BEGIN
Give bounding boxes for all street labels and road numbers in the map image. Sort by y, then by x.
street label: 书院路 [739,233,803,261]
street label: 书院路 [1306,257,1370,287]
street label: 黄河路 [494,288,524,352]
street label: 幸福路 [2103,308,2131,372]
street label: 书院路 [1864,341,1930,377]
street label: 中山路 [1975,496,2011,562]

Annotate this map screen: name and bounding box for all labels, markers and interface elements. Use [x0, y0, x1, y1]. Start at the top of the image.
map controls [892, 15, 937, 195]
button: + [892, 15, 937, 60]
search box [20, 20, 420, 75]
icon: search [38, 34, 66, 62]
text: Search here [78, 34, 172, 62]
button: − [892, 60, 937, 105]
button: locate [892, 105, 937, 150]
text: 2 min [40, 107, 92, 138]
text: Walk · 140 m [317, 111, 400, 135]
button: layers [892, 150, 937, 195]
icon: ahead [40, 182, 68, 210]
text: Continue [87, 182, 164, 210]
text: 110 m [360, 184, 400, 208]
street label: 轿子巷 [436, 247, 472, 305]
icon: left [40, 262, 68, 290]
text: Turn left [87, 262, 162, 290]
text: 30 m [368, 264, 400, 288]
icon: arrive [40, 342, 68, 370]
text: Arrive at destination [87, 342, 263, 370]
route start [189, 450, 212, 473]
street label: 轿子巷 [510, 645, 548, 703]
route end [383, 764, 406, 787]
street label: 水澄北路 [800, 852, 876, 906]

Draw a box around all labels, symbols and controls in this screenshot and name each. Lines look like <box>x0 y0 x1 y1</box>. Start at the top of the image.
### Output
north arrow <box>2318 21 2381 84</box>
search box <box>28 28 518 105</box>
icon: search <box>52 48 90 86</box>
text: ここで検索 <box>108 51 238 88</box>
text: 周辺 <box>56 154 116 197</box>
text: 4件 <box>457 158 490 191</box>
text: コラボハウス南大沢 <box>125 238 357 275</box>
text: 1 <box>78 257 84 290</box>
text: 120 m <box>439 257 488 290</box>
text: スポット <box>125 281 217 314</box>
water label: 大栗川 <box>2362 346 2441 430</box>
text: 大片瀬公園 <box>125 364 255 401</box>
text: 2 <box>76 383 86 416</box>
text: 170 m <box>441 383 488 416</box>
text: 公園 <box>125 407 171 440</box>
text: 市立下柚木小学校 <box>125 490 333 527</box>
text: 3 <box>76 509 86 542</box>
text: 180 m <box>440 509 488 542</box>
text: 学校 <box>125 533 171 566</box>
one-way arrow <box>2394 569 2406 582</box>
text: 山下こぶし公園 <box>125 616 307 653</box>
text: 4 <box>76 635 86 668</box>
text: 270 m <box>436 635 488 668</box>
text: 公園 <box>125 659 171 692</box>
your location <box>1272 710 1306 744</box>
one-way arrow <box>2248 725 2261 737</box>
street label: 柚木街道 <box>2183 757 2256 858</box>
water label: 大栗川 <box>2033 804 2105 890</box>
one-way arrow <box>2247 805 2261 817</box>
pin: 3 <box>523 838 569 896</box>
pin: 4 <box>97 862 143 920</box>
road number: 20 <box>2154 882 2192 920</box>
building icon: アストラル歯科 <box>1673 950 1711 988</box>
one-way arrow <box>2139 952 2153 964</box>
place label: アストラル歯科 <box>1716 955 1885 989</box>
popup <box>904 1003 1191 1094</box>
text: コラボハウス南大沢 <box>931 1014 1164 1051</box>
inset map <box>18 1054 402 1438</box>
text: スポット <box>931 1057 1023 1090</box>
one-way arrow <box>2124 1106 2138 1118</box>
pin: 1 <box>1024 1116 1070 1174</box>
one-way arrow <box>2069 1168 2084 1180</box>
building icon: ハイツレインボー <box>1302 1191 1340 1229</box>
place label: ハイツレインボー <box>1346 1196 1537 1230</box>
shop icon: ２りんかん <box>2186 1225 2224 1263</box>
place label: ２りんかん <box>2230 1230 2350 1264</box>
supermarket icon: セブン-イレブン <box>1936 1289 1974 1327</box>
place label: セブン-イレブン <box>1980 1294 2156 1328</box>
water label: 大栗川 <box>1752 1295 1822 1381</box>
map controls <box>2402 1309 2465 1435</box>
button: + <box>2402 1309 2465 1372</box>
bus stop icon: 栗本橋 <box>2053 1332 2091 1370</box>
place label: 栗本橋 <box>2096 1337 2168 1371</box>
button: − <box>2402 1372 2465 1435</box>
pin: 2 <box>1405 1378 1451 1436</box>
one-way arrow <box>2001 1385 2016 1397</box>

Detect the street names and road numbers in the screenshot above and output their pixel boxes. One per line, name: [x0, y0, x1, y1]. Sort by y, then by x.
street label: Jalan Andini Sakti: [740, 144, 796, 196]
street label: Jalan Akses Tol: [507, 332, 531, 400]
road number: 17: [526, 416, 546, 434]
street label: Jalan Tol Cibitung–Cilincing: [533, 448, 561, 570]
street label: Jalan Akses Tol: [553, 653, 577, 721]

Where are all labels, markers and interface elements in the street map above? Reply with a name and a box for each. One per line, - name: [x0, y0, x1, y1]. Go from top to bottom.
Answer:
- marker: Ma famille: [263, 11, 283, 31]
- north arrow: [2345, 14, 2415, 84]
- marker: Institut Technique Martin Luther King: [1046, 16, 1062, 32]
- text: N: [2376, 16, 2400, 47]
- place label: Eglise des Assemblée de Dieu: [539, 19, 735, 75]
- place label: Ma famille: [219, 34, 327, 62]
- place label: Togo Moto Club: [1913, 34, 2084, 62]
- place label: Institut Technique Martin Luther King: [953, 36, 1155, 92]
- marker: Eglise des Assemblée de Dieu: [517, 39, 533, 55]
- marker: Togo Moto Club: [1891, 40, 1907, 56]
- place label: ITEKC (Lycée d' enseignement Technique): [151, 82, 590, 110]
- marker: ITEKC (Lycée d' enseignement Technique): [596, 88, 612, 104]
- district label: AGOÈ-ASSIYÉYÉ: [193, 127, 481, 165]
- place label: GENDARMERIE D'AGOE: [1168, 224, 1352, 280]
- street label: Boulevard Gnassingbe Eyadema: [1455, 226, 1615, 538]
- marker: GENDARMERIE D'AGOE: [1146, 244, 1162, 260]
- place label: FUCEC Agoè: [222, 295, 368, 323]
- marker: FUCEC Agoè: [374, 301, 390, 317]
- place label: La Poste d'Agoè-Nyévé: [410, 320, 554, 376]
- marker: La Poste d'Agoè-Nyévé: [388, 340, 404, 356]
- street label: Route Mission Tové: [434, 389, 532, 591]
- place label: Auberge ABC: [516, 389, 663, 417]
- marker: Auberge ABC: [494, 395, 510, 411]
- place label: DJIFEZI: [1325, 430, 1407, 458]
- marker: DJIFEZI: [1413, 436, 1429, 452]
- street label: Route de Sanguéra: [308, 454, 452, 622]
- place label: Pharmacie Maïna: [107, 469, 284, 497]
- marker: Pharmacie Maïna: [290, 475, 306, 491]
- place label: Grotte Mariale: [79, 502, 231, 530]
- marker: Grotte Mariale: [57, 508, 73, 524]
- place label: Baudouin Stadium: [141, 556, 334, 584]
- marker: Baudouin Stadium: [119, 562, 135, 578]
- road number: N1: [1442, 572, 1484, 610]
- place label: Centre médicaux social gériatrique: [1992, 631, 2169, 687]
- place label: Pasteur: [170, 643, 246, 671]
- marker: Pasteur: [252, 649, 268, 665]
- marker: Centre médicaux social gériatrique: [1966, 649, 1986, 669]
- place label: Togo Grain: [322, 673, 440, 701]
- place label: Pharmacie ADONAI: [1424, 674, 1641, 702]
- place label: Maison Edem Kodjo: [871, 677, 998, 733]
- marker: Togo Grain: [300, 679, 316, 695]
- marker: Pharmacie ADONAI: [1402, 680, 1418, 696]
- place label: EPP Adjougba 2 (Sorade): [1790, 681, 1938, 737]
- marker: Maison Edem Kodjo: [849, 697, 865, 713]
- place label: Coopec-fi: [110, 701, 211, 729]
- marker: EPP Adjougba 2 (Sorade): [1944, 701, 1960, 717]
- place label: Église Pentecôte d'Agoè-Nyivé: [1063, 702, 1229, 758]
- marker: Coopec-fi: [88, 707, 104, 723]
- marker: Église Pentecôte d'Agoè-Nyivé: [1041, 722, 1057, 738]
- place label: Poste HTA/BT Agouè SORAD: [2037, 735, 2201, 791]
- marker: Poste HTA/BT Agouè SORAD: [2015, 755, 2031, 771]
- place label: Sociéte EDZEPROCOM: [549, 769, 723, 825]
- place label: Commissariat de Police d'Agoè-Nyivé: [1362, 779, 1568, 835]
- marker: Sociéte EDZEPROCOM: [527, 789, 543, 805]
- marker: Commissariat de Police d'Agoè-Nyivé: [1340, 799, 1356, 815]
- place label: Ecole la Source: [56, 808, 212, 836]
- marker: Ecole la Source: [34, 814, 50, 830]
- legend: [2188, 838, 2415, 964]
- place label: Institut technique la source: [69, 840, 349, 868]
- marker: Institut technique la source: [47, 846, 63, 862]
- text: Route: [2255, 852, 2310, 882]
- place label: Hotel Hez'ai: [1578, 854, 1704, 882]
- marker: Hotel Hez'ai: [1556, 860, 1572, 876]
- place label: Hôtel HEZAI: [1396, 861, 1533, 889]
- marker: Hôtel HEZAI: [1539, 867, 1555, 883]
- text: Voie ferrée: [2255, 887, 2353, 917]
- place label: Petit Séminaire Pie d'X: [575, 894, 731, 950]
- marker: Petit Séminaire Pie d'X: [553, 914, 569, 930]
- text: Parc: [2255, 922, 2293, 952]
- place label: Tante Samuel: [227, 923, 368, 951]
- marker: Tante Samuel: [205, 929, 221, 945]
END
EXERCISE DETAILS
Please give an exact copy of the lines above, beginning with the line containing "Annotate this map" and running through the line containing "Draw a box around", and of no other lines.

SOLUTION FOR THIS PROBLEM
Annotate this map screen: name and bounding box for all labels, markers and interface elements. Use [x0, y0, x1, y1]. Start at the top of the image.
map controls [892, 15, 937, 195]
button: + [892, 15, 937, 60]
search box [20, 20, 420, 75]
icon: search [38, 34, 66, 62]
text: Search here [78, 34, 172, 62]
button: − [892, 60, 937, 105]
button: locate [892, 105, 937, 150]
text: 2 min [40, 107, 92, 138]
text: Walk · 140 m [317, 111, 400, 135]
button: layers [892, 150, 937, 195]
icon: ahead [40, 182, 68, 210]
text: Continue [87, 182, 164, 210]
text: 110 m [360, 184, 400, 208]
street label: 轿子巷 [436, 247, 472, 305]
icon: left [40, 262, 68, 290]
text: Turn left [87, 262, 162, 290]
text: 30 m [368, 264, 400, 288]
icon: arrive [40, 342, 68, 370]
text: Arrive at destination [87, 342, 263, 370]
route start [189, 450, 212, 473]
street label: 轿子巷 [510, 645, 548, 703]
route end [383, 764, 406, 787]
street label: 水澄北路 [800, 852, 876, 906]

Draw a box around all labels, symbols and controls in this screenshot and name each. Lines look like <box>x0 y0 x1 y1</box>. Start at the top of the image.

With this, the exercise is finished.